Another thing you have to understand about the lack of optimization is that it’s compounded. A large portion of Rakudo is written in Perl 6. So for example the [+]
operator is implemented by the method Any.reduce
(called with $expression
set to &infix:<+>
), which has as its inner loop
for @.list {
@args.push($_);
if (@args == $arity) {
my $res = $expression.(@args[0], @args[1]);
@args = ($res);
}
}
in other words, a pure-perl implementation of reduce, which itself is being run by Rakudo. So not only is the code you can see not getting optimized, the code that you don’t see that’s making your code run is also not getting
optimized. Even instances of the +
operator are actually method calls, since although the +
operator on Num
is implemented by Parrot, there’s nothing yet in Rakudo to recognize that you’ve got two Num
s and optimize away the method call, so there’s a full dynamic dispatch before Rakudo finds multi sub infix:<+>(Num $a, Num $b)
and realizes that all it’s really doing is an ‘add’ opcode. It’s a reasonable excuse for being 100-1000x slower than Perl 5 🙂
Update 8/23/2010
More information from Jonathan Worthington on the kinds of changes that need to happen with the Perl 6 object model (or at least Rakudo’s conception of it) to make things fast while retaining Perl 6’s “everything is method calls” nature.
Update 1/10/2019
Since I can see that this is still getting attention… over the years, Rakudo/MoarVM have gotten JIT, inlining, dynamic specialization, and tons of work by many people optimizing every part of the system. The result is that most of those method calls can be “compiled out” and have nearly zero runtime cost. Perl 6 scores hundreds or thousands of times faster on many benchmarks than it did in 2010, and in some cases it’s faster than Perl 5.
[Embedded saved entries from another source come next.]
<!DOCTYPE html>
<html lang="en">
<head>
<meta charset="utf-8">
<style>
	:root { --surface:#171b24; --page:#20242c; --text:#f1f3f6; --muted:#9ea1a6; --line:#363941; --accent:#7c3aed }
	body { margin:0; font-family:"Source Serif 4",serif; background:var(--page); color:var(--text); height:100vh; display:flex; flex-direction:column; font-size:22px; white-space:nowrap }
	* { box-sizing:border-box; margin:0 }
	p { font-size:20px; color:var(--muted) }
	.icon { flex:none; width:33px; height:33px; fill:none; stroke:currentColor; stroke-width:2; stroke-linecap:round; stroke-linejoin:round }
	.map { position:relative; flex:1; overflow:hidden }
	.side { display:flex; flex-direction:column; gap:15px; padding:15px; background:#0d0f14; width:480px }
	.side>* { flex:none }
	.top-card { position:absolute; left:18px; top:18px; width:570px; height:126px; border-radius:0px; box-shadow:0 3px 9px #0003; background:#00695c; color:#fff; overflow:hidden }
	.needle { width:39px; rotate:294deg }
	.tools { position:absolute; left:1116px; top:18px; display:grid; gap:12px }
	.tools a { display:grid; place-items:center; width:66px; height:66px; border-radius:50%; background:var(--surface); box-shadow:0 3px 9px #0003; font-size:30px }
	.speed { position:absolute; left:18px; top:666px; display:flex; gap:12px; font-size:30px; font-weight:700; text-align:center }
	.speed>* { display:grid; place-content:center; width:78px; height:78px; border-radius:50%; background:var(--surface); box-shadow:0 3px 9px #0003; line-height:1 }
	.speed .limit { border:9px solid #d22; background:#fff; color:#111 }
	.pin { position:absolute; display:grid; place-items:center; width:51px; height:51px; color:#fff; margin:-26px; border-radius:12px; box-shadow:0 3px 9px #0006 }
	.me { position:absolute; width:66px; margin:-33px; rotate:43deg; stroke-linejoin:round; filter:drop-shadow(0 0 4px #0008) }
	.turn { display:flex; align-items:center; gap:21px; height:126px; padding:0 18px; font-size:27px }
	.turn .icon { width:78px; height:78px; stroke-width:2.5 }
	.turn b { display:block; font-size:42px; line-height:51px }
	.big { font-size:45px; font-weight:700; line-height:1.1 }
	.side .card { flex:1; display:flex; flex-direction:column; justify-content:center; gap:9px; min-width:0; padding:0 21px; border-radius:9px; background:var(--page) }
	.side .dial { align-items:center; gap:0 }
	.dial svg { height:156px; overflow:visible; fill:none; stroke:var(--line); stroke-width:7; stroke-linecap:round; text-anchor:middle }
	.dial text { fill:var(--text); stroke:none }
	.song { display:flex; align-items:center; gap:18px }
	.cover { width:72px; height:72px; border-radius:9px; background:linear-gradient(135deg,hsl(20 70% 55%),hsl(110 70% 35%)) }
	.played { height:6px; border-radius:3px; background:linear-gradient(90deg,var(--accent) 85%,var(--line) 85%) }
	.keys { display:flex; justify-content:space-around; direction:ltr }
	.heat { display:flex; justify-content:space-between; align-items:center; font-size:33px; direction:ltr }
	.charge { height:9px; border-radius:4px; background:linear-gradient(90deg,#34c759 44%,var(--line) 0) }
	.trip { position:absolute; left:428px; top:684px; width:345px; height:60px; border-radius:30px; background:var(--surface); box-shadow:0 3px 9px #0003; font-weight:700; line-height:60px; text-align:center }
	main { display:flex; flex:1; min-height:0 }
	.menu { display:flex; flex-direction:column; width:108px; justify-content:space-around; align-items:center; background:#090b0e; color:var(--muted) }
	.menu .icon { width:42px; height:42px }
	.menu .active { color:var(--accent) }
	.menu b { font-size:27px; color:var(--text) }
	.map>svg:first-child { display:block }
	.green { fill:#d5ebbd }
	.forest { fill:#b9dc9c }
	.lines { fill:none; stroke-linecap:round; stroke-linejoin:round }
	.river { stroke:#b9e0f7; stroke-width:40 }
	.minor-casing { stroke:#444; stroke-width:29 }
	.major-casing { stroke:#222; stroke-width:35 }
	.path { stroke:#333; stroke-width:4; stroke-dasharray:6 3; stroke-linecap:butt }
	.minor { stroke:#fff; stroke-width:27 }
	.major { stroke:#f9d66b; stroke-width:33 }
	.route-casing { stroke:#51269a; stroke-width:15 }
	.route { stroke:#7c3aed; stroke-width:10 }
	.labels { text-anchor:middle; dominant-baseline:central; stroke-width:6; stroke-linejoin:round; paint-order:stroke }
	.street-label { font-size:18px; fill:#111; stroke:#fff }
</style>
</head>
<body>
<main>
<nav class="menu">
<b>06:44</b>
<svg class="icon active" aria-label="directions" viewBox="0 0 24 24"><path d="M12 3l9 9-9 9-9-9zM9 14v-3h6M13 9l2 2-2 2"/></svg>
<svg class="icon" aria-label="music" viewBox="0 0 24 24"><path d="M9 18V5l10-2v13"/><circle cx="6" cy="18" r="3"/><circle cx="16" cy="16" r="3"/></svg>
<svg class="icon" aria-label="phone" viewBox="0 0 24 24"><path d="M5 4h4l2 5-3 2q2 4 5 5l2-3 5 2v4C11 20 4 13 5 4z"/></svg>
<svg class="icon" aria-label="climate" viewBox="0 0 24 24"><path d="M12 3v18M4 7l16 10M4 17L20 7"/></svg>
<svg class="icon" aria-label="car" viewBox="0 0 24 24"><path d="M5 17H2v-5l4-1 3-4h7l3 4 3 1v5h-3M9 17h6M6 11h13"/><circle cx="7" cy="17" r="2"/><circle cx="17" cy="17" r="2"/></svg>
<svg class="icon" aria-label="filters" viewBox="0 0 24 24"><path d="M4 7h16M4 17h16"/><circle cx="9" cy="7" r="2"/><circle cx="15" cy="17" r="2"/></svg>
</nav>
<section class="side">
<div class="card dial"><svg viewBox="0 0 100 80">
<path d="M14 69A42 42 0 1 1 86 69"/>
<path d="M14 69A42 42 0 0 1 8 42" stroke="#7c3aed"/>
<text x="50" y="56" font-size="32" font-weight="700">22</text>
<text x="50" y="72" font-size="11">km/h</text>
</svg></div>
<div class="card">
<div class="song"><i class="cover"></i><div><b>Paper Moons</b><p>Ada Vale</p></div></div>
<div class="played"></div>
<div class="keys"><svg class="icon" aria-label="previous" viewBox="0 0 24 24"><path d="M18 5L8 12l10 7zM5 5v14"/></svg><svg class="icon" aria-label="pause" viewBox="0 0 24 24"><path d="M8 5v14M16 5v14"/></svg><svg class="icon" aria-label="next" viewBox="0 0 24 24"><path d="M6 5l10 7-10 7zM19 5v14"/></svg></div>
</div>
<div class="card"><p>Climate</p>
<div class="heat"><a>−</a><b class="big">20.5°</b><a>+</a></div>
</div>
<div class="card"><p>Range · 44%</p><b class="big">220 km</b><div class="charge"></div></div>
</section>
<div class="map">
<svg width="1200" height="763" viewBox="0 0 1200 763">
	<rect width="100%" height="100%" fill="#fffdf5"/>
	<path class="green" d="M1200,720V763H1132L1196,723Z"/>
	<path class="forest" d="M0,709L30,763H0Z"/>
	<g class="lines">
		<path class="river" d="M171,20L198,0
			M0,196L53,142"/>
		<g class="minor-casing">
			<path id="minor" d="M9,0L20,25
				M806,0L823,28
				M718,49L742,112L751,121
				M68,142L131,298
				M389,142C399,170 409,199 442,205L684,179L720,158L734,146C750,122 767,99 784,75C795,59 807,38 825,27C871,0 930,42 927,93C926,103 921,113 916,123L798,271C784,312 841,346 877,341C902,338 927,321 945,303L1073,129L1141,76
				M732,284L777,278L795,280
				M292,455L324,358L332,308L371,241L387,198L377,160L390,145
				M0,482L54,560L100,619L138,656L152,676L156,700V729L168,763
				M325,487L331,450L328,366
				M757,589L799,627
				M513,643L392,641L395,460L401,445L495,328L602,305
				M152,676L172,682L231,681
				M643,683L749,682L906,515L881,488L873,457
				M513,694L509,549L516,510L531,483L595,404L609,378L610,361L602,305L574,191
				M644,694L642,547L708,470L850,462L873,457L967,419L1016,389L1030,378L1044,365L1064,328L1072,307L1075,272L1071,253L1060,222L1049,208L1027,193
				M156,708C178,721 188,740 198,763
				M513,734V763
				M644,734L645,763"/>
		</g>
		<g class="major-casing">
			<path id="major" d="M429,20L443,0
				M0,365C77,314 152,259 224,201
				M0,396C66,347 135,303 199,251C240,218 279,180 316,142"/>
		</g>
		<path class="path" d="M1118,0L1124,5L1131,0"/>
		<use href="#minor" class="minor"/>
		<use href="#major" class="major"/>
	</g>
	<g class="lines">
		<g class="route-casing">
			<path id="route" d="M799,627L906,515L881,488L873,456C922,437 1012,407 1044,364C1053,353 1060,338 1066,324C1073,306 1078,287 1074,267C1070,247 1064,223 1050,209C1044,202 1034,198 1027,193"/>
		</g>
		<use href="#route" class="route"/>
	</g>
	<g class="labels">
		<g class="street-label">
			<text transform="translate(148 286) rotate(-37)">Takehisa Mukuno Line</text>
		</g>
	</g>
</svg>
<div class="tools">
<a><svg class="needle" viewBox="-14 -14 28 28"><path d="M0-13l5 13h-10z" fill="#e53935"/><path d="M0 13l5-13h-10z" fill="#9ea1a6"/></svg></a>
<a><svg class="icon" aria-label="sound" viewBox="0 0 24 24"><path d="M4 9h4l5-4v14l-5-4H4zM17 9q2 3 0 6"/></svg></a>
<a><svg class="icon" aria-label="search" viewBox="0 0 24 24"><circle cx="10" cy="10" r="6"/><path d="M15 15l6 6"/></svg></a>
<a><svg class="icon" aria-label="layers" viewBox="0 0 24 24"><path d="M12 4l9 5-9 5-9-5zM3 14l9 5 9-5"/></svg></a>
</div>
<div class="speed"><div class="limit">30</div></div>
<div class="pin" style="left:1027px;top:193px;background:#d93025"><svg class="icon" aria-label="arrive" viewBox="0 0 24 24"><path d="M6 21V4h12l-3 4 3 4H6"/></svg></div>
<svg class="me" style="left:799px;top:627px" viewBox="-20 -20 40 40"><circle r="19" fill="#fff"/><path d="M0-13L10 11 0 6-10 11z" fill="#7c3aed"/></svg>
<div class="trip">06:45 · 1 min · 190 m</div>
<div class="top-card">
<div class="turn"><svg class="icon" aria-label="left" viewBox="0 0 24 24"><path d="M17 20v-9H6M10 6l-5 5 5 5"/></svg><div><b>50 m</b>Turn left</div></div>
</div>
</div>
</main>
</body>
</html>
In the case of the sum-to-100,000 problem that the question started with, Rakudo 2018.06 is still a bit slower than perl 5.26.2:
$ time perl -e 'use List::Util 'sum'; print sum(1 .. 100000), "\n";' >/dev/null
real 0m0.023s
user 0m0.015s
sys 0m0.008s
$ time perl6 -e 'say [+] 1 .. 100000;' >/dev/null
real 0m0.089s
user 0m0.107s
sys 0m0.022s
But if we amortize out startup cost by running the code 10,000 times, we see a different story:
$ time perl -e 'use List::Util 'sum'; for (1 .. 10000) { print sum(1 .. 100000), "\n"; }' > /dev/null
real 0m16.320s
user 0m16.317s
sys 0m0.004s
$ time perl6 -e 'for 1 .. 10000 { say [+] 1 .. 100000; }' >/dev/null
real 0m0.214s
user 0m0.245s
sys 0m0.021s
perl6 uses a few hundred more milliseconds than perl5 on startup and compilation, but then it figures out how to do the actual summation around 70 times faster.